━━━ Data excerpts

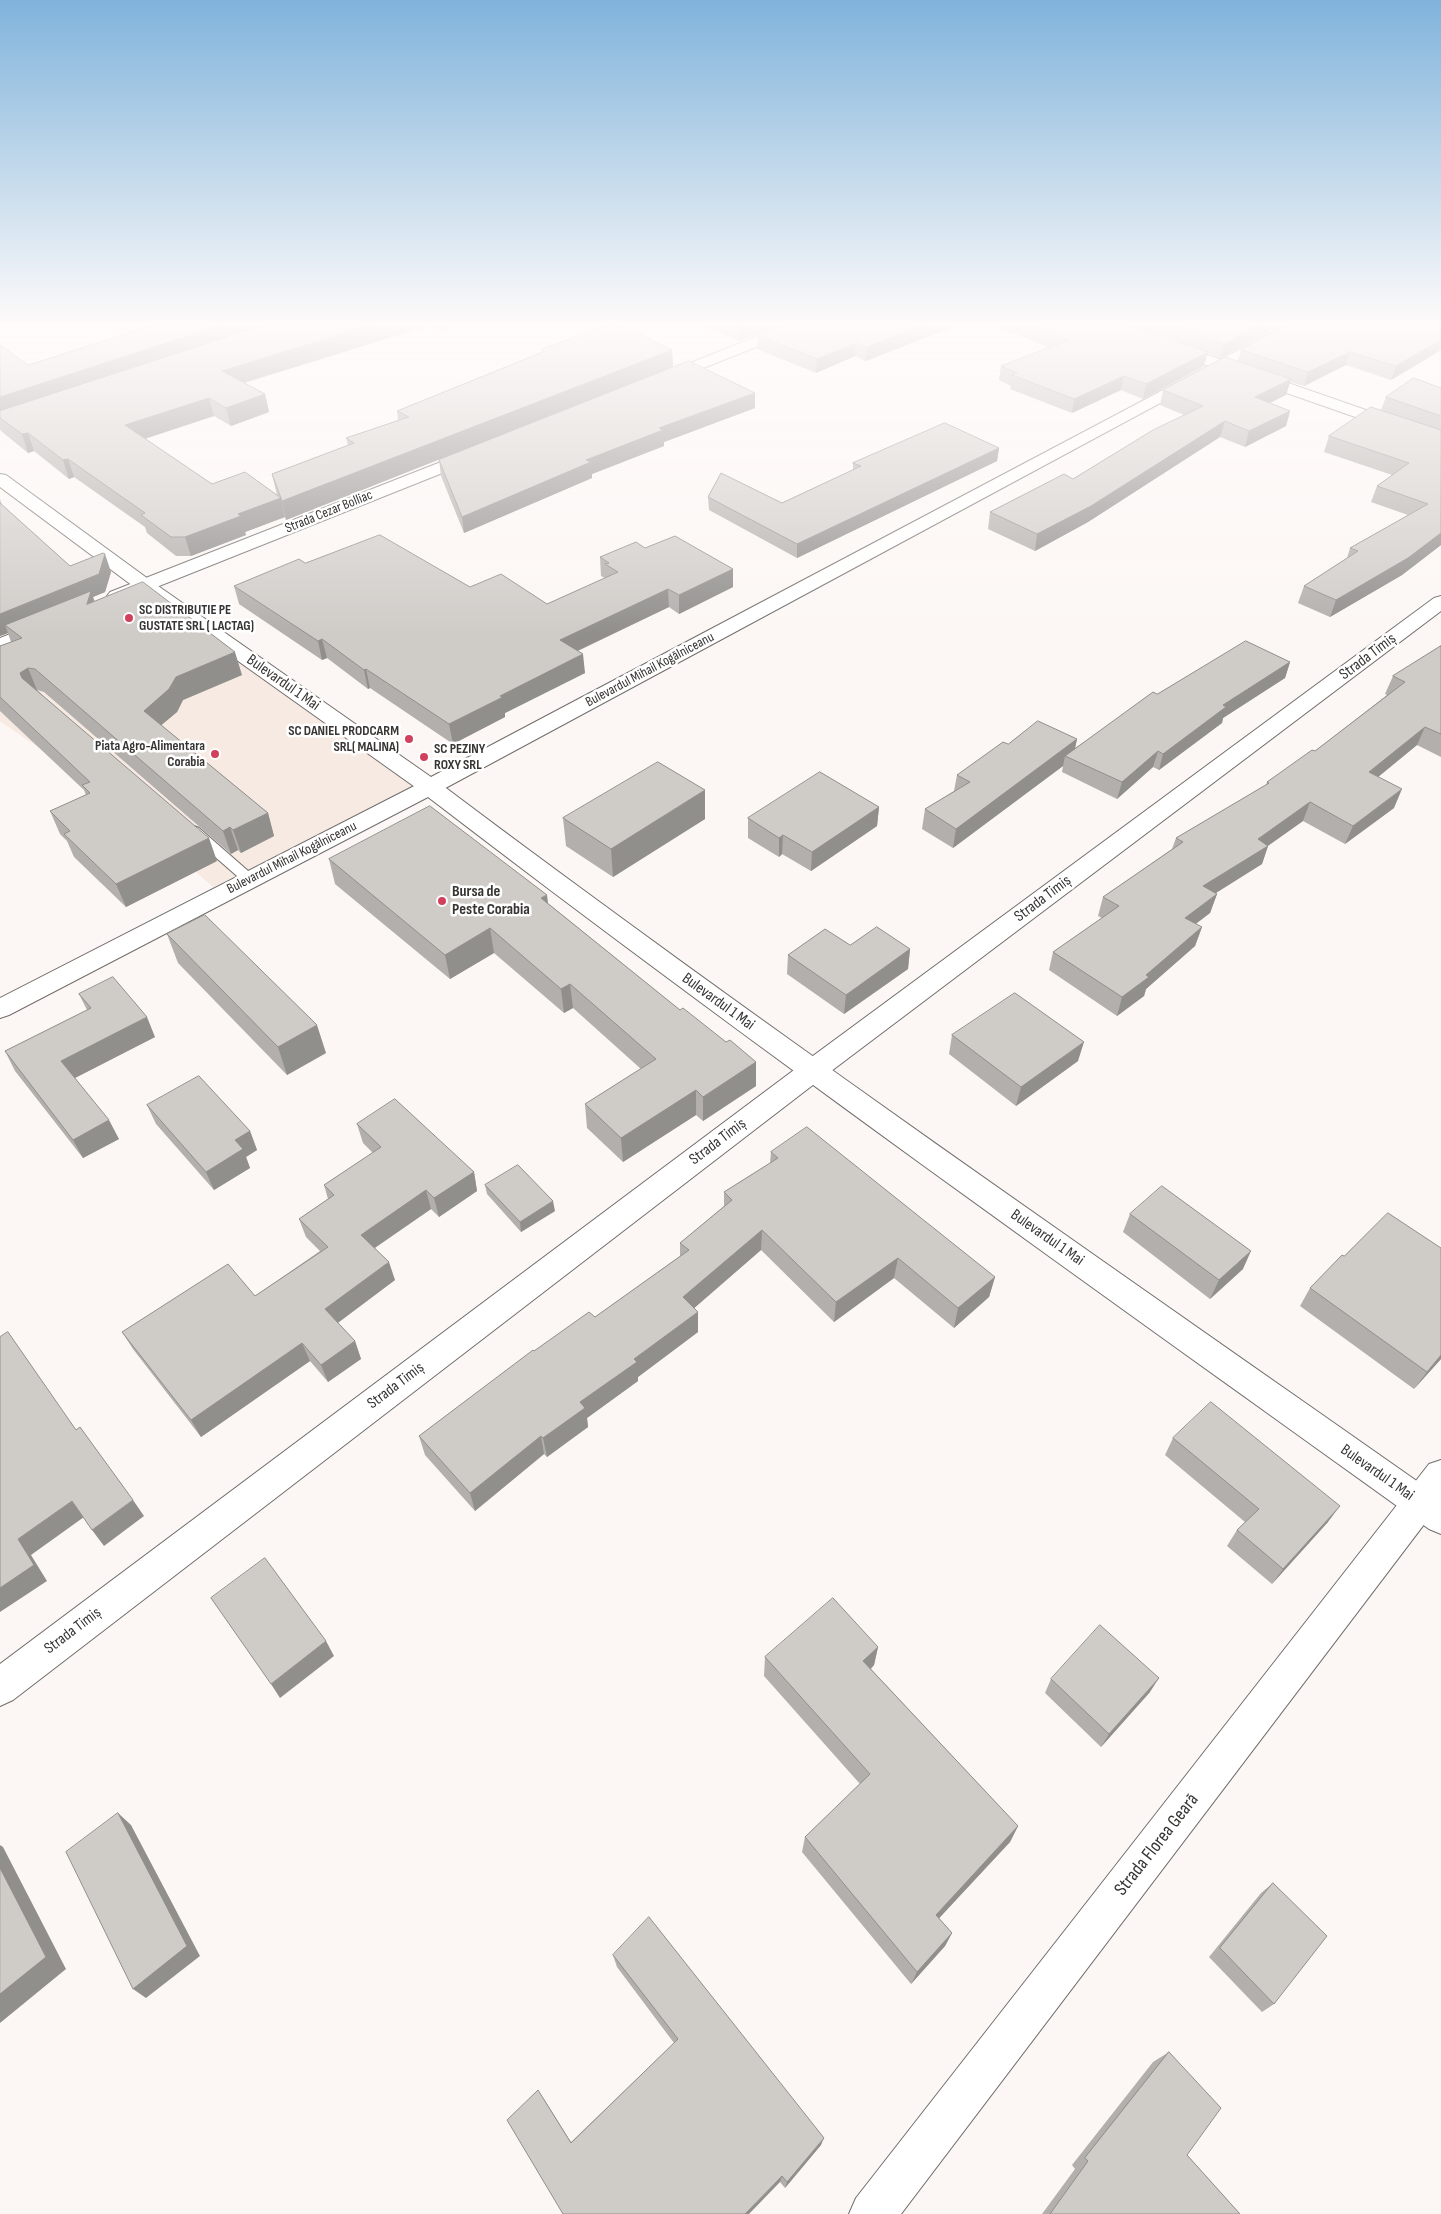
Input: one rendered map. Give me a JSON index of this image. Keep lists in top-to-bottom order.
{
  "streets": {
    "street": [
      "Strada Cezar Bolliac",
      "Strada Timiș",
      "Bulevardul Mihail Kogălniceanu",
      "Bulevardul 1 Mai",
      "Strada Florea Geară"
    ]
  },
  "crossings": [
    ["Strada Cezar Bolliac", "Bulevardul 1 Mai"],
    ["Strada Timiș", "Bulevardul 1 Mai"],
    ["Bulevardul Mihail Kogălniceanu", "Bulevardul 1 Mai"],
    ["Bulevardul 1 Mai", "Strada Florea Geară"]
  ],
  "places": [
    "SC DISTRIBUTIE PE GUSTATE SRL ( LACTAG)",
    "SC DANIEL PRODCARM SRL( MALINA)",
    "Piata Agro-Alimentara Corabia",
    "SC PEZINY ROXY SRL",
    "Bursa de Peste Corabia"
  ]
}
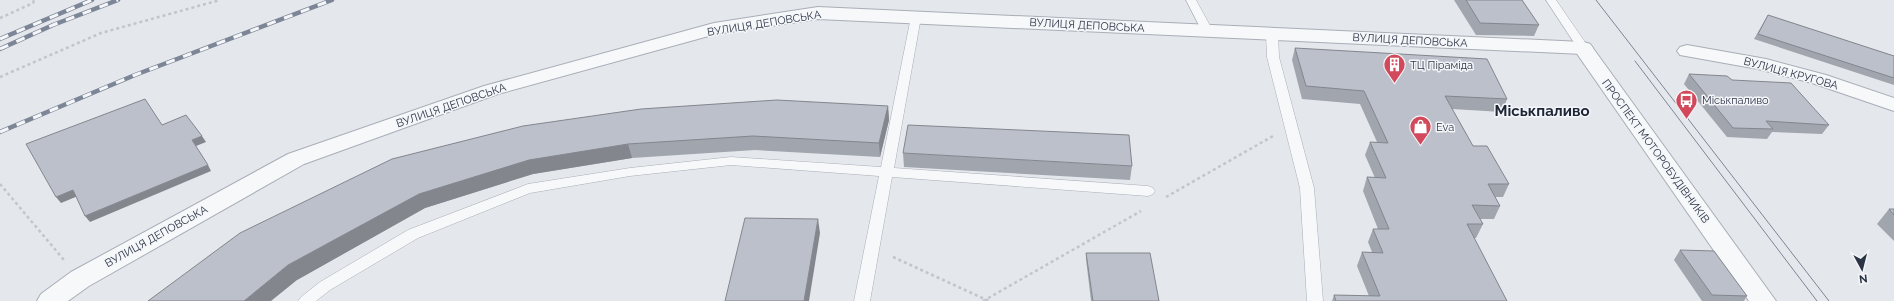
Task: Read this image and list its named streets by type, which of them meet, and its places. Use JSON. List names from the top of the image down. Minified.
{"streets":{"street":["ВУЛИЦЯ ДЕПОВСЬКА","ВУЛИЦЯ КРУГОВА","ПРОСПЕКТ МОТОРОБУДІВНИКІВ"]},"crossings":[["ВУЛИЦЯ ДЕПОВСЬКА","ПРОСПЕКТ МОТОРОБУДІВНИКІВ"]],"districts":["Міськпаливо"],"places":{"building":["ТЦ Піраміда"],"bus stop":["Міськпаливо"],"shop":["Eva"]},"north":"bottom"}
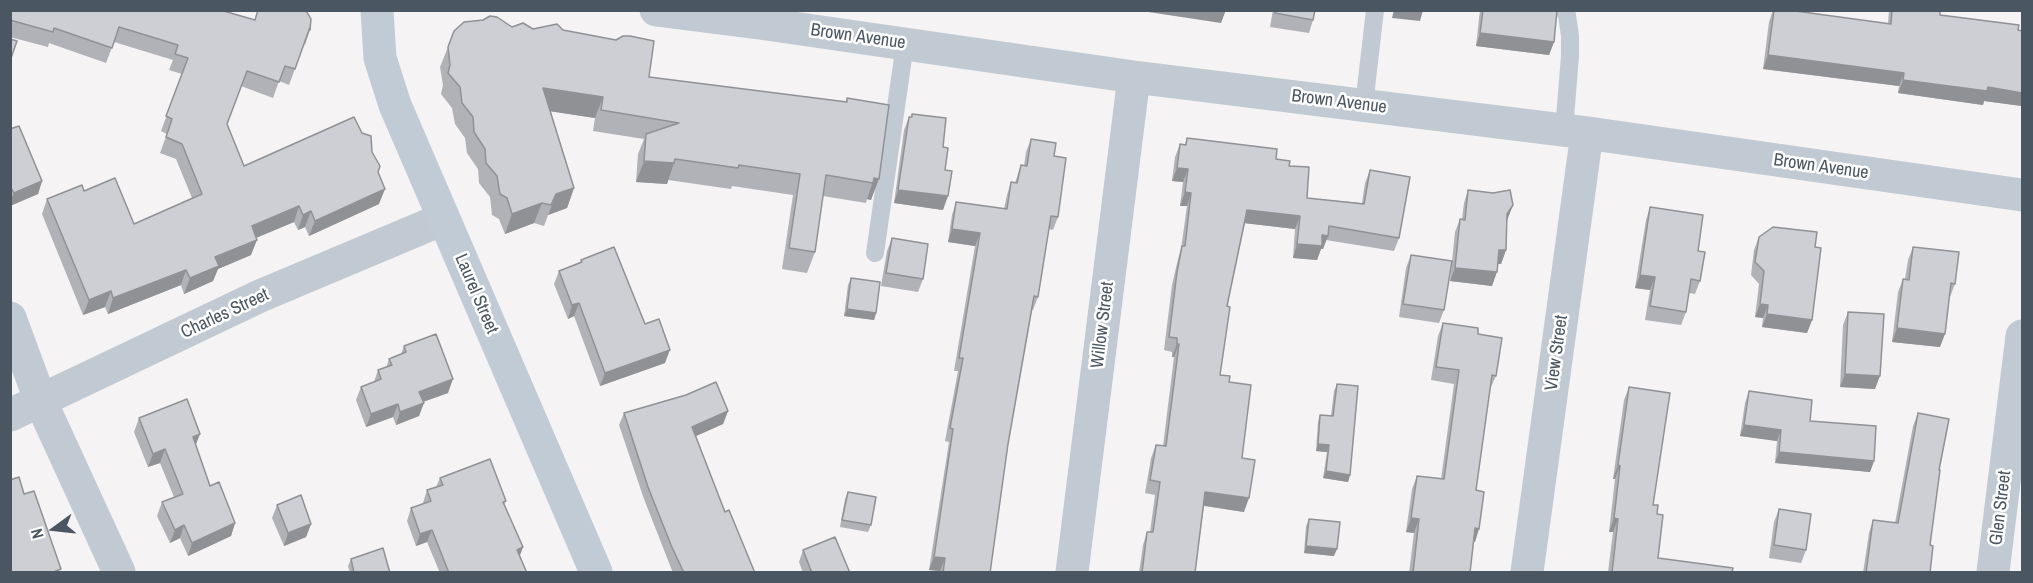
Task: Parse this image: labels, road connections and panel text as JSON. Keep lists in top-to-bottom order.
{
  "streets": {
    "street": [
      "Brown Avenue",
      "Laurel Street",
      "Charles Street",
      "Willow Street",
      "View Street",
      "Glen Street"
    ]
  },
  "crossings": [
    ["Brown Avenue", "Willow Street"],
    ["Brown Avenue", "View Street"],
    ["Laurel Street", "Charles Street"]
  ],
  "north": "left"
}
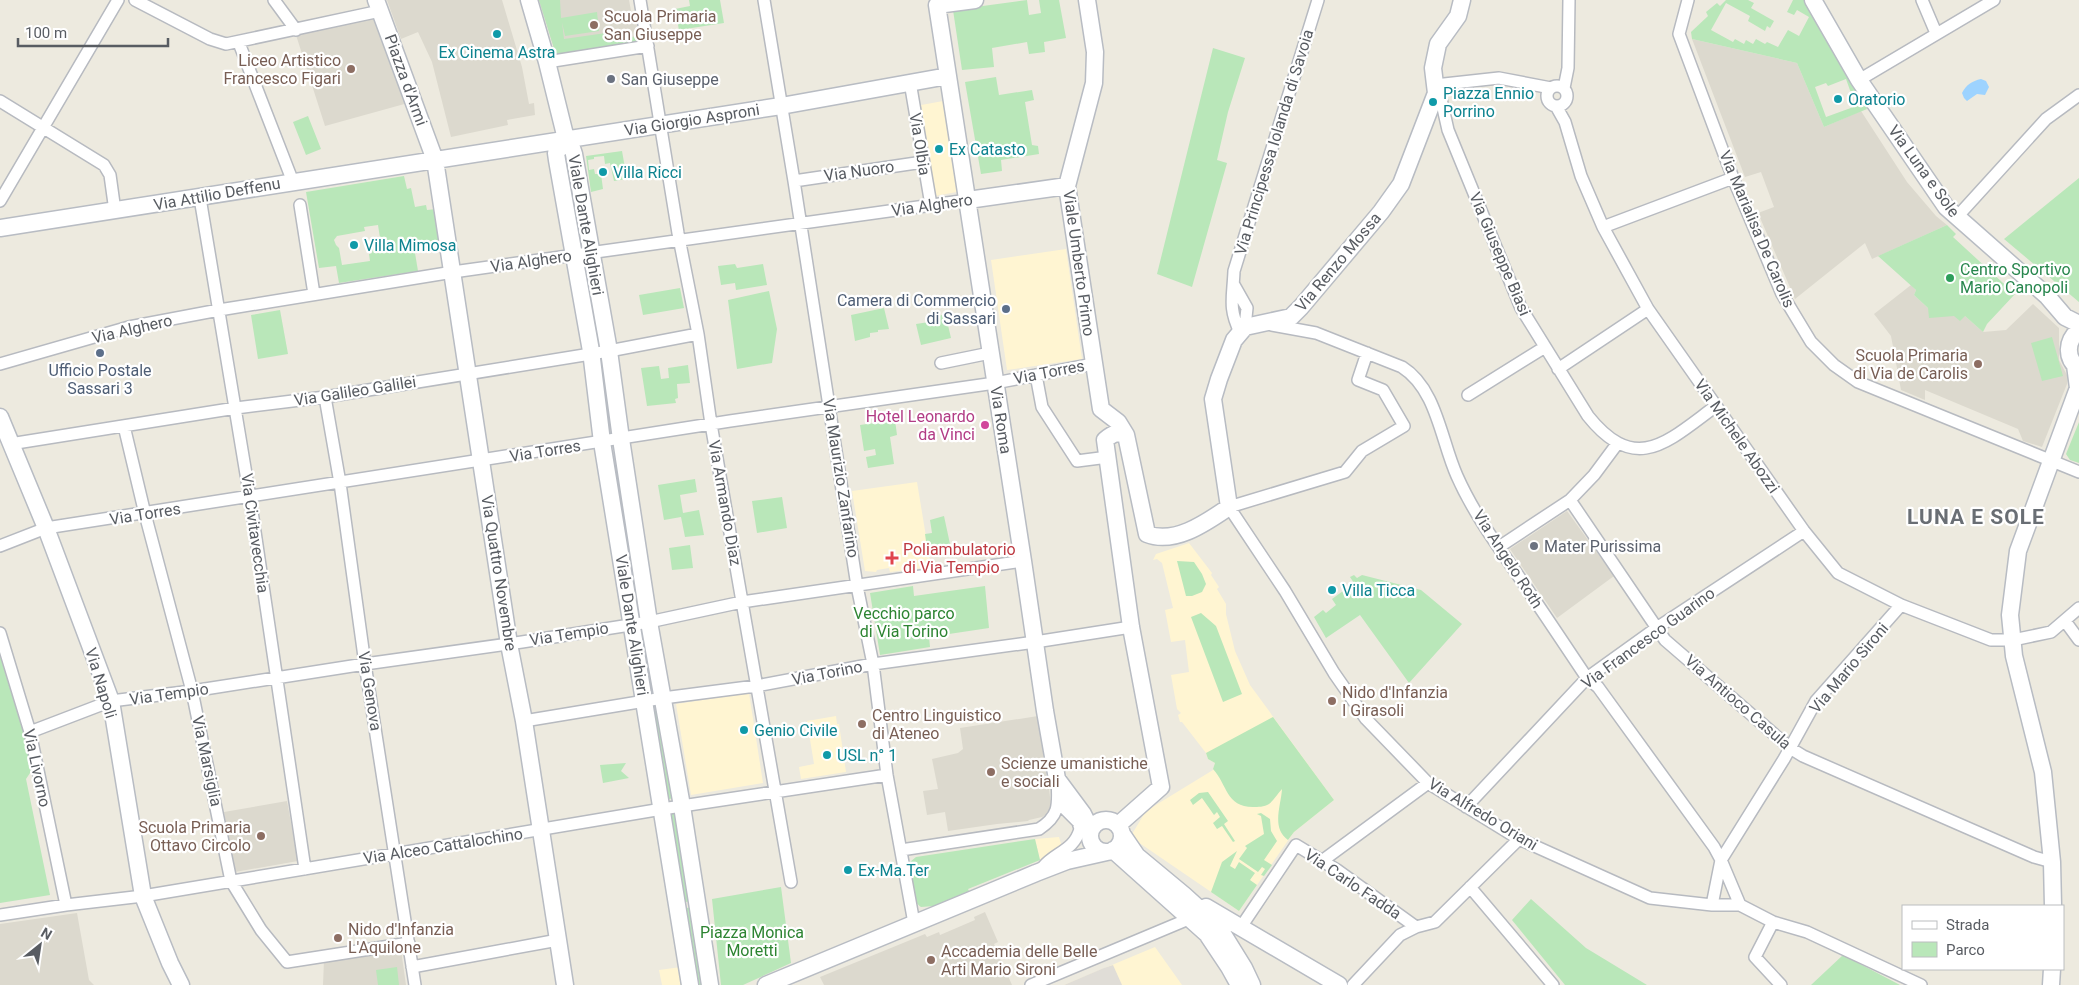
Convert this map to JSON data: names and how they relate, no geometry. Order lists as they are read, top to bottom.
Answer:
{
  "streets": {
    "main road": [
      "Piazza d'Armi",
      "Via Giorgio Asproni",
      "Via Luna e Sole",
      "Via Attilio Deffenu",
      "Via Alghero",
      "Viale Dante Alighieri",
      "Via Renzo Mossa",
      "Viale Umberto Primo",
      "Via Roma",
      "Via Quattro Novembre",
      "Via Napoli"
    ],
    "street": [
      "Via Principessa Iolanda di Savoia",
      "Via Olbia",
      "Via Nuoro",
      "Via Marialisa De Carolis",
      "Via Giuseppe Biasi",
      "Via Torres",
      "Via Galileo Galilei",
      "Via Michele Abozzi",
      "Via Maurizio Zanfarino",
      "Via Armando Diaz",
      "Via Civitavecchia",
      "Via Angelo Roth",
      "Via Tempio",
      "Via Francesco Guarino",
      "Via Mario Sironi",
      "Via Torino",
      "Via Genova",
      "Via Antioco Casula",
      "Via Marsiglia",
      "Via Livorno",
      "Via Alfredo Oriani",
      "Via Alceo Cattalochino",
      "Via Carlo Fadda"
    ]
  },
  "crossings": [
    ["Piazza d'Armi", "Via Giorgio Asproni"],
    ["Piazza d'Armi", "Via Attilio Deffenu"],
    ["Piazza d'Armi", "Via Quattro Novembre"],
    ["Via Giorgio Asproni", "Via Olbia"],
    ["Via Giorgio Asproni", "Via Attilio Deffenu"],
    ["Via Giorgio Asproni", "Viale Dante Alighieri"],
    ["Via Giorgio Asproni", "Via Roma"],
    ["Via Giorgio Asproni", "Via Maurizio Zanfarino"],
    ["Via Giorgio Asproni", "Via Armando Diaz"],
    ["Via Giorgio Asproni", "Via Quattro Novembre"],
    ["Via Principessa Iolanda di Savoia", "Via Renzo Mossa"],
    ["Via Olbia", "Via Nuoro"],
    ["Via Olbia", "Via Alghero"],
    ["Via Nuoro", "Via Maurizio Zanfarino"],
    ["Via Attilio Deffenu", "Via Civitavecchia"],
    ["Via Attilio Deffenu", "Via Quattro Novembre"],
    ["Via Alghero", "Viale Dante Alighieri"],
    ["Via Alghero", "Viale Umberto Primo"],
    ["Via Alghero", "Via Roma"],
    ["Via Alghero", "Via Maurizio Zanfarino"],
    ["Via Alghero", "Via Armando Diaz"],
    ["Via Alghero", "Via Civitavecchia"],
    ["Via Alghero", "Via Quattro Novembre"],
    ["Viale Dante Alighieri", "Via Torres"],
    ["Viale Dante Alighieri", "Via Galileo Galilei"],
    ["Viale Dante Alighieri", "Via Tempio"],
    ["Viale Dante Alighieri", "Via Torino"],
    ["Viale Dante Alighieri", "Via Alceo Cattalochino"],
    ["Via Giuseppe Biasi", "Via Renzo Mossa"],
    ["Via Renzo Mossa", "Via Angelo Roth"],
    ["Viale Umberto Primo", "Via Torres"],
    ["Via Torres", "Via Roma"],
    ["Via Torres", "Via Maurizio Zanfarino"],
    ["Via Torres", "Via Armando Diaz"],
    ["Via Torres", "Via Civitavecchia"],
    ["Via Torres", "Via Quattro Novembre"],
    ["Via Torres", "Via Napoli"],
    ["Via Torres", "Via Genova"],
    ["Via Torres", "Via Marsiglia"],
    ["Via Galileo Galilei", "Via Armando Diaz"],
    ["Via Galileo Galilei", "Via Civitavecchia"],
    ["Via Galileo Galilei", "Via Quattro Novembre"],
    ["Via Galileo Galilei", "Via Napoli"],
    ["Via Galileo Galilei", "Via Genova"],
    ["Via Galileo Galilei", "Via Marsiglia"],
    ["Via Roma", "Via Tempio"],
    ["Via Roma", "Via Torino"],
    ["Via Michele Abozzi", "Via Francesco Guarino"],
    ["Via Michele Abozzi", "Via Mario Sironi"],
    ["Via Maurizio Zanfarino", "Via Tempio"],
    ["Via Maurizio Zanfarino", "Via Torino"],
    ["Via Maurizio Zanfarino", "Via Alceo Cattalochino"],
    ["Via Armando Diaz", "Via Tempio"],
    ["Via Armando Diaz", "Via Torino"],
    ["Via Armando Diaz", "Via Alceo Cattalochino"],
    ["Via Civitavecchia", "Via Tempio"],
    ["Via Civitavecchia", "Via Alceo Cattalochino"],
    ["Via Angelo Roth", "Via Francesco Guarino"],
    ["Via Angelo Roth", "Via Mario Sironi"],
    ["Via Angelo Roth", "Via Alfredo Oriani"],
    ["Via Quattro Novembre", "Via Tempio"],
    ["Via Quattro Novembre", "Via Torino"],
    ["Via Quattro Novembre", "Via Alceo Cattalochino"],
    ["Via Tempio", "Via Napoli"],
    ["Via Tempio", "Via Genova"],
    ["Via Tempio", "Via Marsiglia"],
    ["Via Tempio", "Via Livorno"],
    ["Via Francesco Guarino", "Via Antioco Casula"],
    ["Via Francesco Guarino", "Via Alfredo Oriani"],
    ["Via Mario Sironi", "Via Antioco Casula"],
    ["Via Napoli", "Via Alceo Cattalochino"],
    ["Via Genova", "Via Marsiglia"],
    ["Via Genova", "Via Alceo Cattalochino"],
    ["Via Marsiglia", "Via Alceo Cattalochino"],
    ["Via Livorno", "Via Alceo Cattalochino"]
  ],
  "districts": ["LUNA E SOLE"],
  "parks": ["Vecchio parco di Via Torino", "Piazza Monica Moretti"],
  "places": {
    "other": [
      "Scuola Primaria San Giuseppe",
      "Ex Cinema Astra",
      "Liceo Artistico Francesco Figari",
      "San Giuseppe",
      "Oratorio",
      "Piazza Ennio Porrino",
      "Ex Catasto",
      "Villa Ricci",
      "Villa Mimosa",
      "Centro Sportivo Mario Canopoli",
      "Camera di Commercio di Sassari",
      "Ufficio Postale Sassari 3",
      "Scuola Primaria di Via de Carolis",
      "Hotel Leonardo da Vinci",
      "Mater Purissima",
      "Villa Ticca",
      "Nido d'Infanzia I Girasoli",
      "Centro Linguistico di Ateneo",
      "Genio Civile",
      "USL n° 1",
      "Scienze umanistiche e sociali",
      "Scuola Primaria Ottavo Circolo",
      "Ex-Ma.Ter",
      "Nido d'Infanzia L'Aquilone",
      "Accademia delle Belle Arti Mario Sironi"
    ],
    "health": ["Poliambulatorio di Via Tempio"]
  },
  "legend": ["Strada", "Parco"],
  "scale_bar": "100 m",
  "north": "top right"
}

━━━━━━

- [Problem details]: Check each line of the records for "Zanfarino" and copy the ones that contain it.

- [Finished exercise]:
      "Via Maurizio Zanfarino",
    ["Via Giorgio Asproni", "Via Maurizio Zanfarino"],
    ["Via Nuoro", "Via Maurizio Zanfarino"],
    ["Via Alghero", "Via Maurizio Zanfarino"],
    ["Via Torres", "Via Maurizio Zanfarino"],
    ["Via Maurizio Zanfarino", "Via Tempio"],
    ["Via Maurizio Zanfarino", "Via Torino"],
    ["Via Maurizio Zanfarino", "Via Alceo Cattalochino"],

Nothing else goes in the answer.